I was considering registering dd14 for a college class but made the decision to include the co-op classes for everyone instead.  I told her I’ll consider it again for the spring semester, but I don’t like squeezing a schedule too tight and neither does she, so we’ll see how we’re feeling about things at that point.  I reminded her that she can go together in the coming year to college classes with dd15, which I think that will be the best option.

So these are some of the plans I’ve been busy organizing recently, in addition to sending off ds17 to yeshiva and dd15 to Israel.  (I always do my planning for the coming year before the year begins, and then only have to make minor adjustments during the year.)  I’ve also been thinking about how to approach different areas of Jewish learning with various children, as well as making plans for ds3 and ds4, who are both ready and desirous of having something ‘big’ (ie official) to do.  I don’t have it all decided on – the biggest remaining question is about ds11, who was learning daily with ds17 and would like more learning time than just with my dh.  All of this has taken a lot of time and brain space, and it’s definitely been expensive, with the fees for all of these classes coming due right now, the same time as the expenses to get the older two kids taken care of.  It helps to remind myself how lucky I am to be able to afford these opportunities.

We’re gradually easing out of our summer schedule towards our ‘school’ year schedule.  With Rosh Hashana just a week away, I don’t anticipate doing very much outside of getting ready for the holidays.  We’ll start a bit of official stuff in the coming week, along with beginning new read alouds with the middles at that time.  The real focus will on Rosh Hashana (started baking yesterday), with plans to start academic type work in earnest at the beginning of October.  That’s one wonderful thing about homeschooling – you can do what works for you, regardless of what everyone else is doing!

I always enjoy seeing everything coming together,  and I’m looking forward to another wonderful year of learning with our family!

Avivah

Dd’s departure to overseas program

Well, dd15 is now in Israel.

Yesterday was a somewhat grueling day.  I’d been pretty sick the day before – I’m not going to waste time on details but I was feeling really, really horrible.  The thought even flitted through my mind not to go with the rest of the family to the airport – I was physically in a lot of pain and didn’t know how I’d manage sitting for hours in a car (the airport is in NY) when even lying down was difficult.  But there are times that you go beyond your physical capacity, and I think having children regularly pushes you beyond these capacities!  :)  It honestly wasn’t an easy day for me but it was very important for me to be present.

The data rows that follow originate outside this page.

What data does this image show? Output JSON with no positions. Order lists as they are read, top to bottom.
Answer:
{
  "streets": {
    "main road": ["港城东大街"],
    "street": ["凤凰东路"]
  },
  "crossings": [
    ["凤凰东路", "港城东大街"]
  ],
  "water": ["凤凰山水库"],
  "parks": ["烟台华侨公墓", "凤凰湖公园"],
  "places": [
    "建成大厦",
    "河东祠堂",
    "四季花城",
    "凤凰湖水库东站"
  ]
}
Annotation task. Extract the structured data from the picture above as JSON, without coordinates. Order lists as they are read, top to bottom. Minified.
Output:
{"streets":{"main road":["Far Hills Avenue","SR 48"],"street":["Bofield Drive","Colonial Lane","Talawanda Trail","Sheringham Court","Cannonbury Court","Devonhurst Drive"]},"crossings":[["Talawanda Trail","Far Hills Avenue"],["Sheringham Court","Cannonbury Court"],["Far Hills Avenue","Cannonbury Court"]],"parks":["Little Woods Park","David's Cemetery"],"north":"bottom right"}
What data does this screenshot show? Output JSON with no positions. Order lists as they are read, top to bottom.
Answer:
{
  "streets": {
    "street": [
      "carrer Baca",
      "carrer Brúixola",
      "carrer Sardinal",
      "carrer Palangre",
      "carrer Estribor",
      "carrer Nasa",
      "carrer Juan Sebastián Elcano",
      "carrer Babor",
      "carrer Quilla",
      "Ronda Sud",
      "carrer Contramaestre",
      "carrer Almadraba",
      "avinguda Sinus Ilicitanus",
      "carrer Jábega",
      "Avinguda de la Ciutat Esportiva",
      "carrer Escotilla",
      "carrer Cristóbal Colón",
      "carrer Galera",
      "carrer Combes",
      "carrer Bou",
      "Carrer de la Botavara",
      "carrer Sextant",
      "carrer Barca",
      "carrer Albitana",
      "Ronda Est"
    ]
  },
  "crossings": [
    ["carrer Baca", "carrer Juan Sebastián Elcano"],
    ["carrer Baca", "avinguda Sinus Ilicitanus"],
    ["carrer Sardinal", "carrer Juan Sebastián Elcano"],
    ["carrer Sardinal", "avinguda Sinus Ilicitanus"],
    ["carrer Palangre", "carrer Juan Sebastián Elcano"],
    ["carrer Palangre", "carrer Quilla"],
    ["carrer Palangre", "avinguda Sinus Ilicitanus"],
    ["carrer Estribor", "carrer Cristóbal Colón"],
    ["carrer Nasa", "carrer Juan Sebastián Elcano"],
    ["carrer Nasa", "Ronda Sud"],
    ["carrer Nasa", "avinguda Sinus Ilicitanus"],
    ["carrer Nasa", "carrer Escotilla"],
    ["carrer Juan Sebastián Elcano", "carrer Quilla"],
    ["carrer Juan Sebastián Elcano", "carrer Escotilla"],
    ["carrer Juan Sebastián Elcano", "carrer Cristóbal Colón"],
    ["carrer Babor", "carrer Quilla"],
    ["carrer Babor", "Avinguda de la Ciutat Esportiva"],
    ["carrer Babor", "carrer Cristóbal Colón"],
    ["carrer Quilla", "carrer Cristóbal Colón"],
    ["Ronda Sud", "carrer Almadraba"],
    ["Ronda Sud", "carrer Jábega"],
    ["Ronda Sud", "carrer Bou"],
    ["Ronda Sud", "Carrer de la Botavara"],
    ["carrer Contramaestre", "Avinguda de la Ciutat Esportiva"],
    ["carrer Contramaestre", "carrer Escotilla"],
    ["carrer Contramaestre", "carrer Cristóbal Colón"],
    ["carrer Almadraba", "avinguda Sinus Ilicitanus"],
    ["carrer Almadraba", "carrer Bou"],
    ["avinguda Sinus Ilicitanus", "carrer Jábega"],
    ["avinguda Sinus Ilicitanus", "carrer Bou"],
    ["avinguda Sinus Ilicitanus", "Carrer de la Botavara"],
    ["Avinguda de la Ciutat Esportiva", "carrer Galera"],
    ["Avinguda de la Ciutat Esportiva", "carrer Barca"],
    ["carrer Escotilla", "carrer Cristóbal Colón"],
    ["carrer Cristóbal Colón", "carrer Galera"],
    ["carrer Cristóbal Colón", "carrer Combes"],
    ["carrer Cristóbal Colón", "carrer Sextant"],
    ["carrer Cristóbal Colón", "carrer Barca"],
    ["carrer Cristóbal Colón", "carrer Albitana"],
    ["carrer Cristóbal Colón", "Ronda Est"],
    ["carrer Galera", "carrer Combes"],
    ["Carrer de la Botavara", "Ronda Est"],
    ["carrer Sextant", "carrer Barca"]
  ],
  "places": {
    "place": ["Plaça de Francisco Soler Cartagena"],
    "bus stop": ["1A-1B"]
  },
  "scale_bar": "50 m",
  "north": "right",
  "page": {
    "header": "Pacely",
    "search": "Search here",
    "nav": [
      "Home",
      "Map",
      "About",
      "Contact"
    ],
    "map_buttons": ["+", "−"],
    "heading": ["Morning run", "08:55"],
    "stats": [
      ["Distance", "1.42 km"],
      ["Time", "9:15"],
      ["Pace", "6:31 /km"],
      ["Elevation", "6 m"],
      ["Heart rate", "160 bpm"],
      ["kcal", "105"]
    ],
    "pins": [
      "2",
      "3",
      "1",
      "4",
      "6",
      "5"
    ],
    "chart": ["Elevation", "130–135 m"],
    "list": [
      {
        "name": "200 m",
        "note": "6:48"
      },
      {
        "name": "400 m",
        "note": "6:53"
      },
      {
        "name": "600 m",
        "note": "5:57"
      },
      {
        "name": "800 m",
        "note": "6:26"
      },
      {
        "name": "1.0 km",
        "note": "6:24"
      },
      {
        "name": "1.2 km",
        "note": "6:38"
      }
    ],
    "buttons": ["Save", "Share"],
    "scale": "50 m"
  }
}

We left about 9:30 in the morning, but after stopping at a friend’s house so dd could say goodbye, and then to pick up some school supplies, it wasn’t until 10:30 that we were on the highway.  Dh and I switched off driving, which gave both of us a chance to rest and helped distract me from how terrible I felt.  We drove to pick up ds17 from yeshiva and got there at the end of the afternoon break, which was great timing.

As we drove up, one of the kids exclaimed in excitement, “This is the picture from the website!”  It felt more amazing to them since they had seen pictures online and now were able to be there in person.  We went into the office to wait for ds and everybody gave him a big hug when he came in, which is typical for our family; if someone is gone for even a day they get big hugs when they come back!   The secretary was lovely and told us how nice our family was and offered the kids peppermints, which they were happy to accept.  Ds took the boys and dh to his dorm to show them around; I would have loved to have seen his room and if it was during the learning session I would have felt comfortable to go in but during breaks you have guys walking in and out of showers, stuff like that, so not a place for females.

It was so perfect that his yeshiva is only 15 minutes from the airport, so after our short visit at his campus we turned back around and got dd15 to the airport at the designated check-in time.  After checking in, we went to a different terminal for the planned reception.  It was a long trek from one terminal to another and kind of challenging for me so what usually would have been a normal walk felt like a marathon.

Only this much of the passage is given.